Puis Origène répond à une autre objection de Celse, qui souhaite que tous les habitants de l’Empire « s’accordent pour observer une seule loi », tout autre que celle de la foi chrétienne. Origène répond en renvoyant à l’eschatologie et en soulignant que la souveraineté du Logos est créatrice de libertés :
Nous affirmons, nous, qu’un jour le Logos dominera toute la nature raisonnable et transformera chaque âme en sa propre perfection, au moment où chaque individu, n’usant que de sa simple liberté, choisira ce que veut le Logos et obtiendra l’état qu’il aura choisi (…). Car le Logos et sa puissance de guérir sont plus forts que tous les maux de l’âme. Il applique cette puissance à chacun selon la volonté de Dieu ; et la fin du traitement, c’est la destruction du mal[37].
- Eusèbe :
Une théologisation de l’unité politique de l’empire romain débouchant sur l’équivalence monarchie politique = monarchie divine (p. 137 ; p. 151).
Dans cet ordre d’idées, la personne même d’Auguste apparaît comme hautement importante pour le christianisme. Au fond, Auguste inaugure le monothéisme, c’est ce que suggèrent les développements d’Eusèbe, et Constantin ne fait qu’achever ce qu’avait entrepris Auguste[38].

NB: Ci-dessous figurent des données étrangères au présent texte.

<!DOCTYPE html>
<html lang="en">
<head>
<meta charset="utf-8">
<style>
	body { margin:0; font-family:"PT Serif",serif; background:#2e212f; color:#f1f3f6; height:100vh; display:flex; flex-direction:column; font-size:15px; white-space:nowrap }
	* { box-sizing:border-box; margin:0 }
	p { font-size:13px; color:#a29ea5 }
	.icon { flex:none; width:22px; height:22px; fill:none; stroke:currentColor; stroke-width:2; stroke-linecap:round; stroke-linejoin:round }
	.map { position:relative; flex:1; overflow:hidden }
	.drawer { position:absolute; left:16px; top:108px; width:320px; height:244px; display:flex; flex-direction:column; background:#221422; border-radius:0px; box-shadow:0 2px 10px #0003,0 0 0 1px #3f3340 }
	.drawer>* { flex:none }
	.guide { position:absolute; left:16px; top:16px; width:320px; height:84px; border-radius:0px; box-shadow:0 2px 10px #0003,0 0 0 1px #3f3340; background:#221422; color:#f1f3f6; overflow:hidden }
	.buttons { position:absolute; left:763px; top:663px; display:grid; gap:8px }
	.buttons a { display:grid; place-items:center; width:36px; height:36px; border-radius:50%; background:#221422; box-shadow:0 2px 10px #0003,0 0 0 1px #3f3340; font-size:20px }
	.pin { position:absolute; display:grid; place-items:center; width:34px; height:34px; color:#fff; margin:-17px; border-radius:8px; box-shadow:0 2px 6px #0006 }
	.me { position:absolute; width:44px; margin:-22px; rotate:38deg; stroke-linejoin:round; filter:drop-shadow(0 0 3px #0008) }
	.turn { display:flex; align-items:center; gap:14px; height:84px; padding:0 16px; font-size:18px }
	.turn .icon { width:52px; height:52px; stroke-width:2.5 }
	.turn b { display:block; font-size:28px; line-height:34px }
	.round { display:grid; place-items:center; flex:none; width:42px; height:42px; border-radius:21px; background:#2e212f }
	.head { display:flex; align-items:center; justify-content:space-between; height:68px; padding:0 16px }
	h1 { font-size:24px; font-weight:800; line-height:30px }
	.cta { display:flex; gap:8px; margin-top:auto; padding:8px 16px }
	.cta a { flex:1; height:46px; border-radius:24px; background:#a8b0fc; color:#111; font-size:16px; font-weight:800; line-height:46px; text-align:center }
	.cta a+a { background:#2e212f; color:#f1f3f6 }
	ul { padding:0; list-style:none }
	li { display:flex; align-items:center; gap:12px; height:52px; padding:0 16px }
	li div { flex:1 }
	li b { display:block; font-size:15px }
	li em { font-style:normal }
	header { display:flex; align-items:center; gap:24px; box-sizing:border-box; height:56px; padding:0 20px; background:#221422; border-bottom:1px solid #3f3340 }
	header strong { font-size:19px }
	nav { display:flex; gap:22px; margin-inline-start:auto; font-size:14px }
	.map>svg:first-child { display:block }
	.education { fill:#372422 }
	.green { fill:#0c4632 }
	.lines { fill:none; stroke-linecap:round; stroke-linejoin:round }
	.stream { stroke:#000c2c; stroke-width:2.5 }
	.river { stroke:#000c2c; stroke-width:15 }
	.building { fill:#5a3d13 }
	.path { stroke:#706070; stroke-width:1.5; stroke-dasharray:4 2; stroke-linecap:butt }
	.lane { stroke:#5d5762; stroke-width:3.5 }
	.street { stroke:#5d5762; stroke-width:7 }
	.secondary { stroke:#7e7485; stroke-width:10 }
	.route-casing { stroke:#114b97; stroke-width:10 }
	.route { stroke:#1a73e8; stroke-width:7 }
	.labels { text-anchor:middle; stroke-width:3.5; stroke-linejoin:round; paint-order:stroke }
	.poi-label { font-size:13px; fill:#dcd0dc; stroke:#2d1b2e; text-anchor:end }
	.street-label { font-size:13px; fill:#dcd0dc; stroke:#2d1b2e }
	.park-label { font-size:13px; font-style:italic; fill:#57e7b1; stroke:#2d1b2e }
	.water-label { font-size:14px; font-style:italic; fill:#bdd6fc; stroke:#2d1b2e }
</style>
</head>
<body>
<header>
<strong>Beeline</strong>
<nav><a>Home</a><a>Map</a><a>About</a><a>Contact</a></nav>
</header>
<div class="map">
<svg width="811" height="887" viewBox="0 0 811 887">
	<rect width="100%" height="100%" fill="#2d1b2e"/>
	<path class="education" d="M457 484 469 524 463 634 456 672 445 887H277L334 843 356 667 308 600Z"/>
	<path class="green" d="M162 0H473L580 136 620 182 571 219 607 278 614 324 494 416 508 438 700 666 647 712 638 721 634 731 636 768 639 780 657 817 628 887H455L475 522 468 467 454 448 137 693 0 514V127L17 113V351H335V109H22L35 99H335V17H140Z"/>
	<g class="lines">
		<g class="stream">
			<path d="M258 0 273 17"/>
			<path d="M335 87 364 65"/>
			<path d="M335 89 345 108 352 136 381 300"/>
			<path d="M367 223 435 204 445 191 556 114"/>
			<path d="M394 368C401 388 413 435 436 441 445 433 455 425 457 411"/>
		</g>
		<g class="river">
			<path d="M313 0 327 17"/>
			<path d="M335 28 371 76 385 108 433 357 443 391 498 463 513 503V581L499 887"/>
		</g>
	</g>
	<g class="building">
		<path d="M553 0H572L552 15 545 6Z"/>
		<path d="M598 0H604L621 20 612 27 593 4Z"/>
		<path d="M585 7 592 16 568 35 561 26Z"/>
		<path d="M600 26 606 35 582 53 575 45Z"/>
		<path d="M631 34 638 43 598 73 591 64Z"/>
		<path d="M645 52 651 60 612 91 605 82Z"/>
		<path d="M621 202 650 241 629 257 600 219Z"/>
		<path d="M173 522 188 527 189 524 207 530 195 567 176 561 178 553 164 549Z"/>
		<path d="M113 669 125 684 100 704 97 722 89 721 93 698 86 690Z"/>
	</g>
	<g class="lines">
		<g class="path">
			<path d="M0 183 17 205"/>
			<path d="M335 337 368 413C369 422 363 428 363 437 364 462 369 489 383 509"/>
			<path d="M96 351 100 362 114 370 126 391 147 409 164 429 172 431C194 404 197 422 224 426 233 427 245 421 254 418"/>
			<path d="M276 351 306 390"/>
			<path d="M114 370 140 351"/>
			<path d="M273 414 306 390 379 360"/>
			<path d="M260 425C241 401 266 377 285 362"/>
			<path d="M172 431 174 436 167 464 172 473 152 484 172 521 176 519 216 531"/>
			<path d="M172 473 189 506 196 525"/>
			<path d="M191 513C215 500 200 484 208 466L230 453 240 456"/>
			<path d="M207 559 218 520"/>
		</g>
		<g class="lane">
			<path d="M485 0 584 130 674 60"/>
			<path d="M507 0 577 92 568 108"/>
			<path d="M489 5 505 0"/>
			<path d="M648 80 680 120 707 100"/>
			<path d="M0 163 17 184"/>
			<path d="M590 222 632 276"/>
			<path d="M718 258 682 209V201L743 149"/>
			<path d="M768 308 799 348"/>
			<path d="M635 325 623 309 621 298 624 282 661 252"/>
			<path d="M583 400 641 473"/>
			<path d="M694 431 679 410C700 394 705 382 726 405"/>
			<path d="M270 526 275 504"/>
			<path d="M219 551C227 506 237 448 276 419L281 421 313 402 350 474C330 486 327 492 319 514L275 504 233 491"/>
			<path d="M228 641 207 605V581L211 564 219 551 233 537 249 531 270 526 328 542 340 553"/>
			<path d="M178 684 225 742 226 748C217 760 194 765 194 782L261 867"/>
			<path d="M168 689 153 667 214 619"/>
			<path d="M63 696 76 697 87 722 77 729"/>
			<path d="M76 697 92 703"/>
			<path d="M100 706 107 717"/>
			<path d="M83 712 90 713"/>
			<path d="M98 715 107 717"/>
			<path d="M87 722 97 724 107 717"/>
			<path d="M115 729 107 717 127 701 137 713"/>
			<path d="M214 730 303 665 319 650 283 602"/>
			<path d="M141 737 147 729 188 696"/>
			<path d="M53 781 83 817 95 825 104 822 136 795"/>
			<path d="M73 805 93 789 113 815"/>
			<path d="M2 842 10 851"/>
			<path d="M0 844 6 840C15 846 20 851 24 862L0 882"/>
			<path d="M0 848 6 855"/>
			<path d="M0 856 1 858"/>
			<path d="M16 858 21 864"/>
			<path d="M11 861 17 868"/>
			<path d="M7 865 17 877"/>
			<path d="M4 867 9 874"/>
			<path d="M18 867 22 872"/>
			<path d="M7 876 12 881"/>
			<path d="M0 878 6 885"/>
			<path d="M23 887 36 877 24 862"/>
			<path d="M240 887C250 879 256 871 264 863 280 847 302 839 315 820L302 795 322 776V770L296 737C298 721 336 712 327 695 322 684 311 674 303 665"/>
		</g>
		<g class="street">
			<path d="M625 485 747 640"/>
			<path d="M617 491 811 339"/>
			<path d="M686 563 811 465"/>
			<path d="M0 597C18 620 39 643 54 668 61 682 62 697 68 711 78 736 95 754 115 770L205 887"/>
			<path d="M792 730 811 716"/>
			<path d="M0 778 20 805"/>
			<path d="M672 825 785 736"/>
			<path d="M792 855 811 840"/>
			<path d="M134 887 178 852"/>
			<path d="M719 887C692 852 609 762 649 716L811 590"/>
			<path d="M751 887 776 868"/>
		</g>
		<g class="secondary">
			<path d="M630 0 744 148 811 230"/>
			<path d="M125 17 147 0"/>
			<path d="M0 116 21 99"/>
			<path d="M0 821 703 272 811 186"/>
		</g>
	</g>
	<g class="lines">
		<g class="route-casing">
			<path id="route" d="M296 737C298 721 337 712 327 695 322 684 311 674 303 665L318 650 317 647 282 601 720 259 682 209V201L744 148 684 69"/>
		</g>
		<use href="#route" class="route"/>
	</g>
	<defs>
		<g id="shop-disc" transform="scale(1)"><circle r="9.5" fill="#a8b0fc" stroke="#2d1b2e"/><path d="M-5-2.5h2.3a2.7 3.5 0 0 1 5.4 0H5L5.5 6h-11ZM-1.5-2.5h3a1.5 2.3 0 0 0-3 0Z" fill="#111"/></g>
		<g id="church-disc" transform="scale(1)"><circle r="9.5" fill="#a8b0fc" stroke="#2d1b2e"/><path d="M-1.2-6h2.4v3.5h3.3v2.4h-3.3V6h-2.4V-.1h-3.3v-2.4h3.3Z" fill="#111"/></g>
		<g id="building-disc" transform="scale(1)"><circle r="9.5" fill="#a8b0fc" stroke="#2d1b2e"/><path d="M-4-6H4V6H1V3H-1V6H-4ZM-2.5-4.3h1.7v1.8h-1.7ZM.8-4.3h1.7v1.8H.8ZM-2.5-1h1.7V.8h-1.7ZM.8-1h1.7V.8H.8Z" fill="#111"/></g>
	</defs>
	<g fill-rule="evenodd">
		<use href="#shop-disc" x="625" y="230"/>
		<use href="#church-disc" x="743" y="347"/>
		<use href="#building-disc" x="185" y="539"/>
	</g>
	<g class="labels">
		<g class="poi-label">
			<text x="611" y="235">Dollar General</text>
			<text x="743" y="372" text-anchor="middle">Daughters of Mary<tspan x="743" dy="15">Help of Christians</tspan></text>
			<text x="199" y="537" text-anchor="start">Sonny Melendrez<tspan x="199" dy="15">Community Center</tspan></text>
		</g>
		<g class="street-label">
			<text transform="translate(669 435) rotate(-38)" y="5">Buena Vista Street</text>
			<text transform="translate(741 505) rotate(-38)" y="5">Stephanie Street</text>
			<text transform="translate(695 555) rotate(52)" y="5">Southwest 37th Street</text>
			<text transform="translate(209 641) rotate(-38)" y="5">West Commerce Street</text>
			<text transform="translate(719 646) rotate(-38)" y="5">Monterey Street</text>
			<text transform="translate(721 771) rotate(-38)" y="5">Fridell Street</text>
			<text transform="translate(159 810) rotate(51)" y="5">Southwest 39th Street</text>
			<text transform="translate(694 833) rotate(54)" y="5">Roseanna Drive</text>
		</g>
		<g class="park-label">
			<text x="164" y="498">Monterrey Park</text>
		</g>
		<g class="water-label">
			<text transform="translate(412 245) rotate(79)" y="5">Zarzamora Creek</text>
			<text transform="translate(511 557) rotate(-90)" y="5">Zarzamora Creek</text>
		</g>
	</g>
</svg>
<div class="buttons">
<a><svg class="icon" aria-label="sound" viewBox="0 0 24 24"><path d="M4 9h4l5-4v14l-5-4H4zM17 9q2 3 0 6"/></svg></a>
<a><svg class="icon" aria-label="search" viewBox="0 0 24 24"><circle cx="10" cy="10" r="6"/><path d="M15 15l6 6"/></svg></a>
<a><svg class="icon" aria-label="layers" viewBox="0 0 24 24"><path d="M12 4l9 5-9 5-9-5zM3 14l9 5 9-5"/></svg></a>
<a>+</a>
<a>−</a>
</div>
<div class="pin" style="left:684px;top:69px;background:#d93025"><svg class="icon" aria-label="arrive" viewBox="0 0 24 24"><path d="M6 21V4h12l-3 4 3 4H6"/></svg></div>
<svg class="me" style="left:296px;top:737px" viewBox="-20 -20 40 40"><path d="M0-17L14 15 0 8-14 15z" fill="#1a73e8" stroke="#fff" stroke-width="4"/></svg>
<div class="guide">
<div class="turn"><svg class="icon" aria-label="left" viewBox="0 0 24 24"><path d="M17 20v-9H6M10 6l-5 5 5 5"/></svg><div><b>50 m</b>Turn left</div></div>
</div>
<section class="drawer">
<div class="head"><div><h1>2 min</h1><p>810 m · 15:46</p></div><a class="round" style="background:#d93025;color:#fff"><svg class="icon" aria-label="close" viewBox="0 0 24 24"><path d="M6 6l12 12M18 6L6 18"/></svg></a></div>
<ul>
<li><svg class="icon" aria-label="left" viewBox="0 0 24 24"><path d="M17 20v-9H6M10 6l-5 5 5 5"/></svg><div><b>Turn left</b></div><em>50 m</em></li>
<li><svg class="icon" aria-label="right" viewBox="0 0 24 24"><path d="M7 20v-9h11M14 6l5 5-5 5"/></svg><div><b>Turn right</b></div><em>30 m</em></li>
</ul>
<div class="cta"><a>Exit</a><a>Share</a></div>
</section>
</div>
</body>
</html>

La logique divine qui va d’Auguste à Constantin se récapitule comme suit :
Dans sa préface au livre VIII de la Démonstration évangélique (§ 3), Eusèbe explique que les signes de l’avènement du Christ annoncés dans les Écritures sont les suivants : la paix, la cessation du pluralisme politique sous forme d’États nationaux, le rejet de l’idolâtrie polythéiste et démoniaque et l’intuition religieuse du fait qu’il n’y a qu’un seul Dieu créateur qui règne sur les hommes. Donc principiellement, avec la monarchie d’Auguste, c’est le monothéisme qui commence. Le monothéisme métaphysique est le pendant de l’Imperium Romanum qui dissout les nations. Or ce qui, dans le principe, débute sous Auguste est devenu réalité sous Constantin. Lorsque Constantin soumet Licinius, il rétablit la monarchie politique, et assure du même coup la monarchie divine (Eusèbe, Vie de Constantin, II, 19)[39].
Et Peterson de conclure :
Les trois notions – Imperium Romanum, paix et monothéisme sont donc indissolublement liées. Un quatrième facteur s’y rajoute : la monarchie de l’empereur romain. Ce monarque unique sur terre, et c’est ce que représente Constantin pour Eusèbe, correspond au monarque divin unique dans les cieux[40].
La voie ouverte par Eusèbe, qui « répète ces idées dans tous ses textes, et parfois en les formulant de façon identique »[41], sera suivie par les Latins Jérôme, Ambroise, et surtout Orose (p. 148) : au terme, « Auguste se trouve christianisé et le Christ romanisé, devenant un citoyen romain » (p. 153) : Bossuet n’a pas osé en arriver là !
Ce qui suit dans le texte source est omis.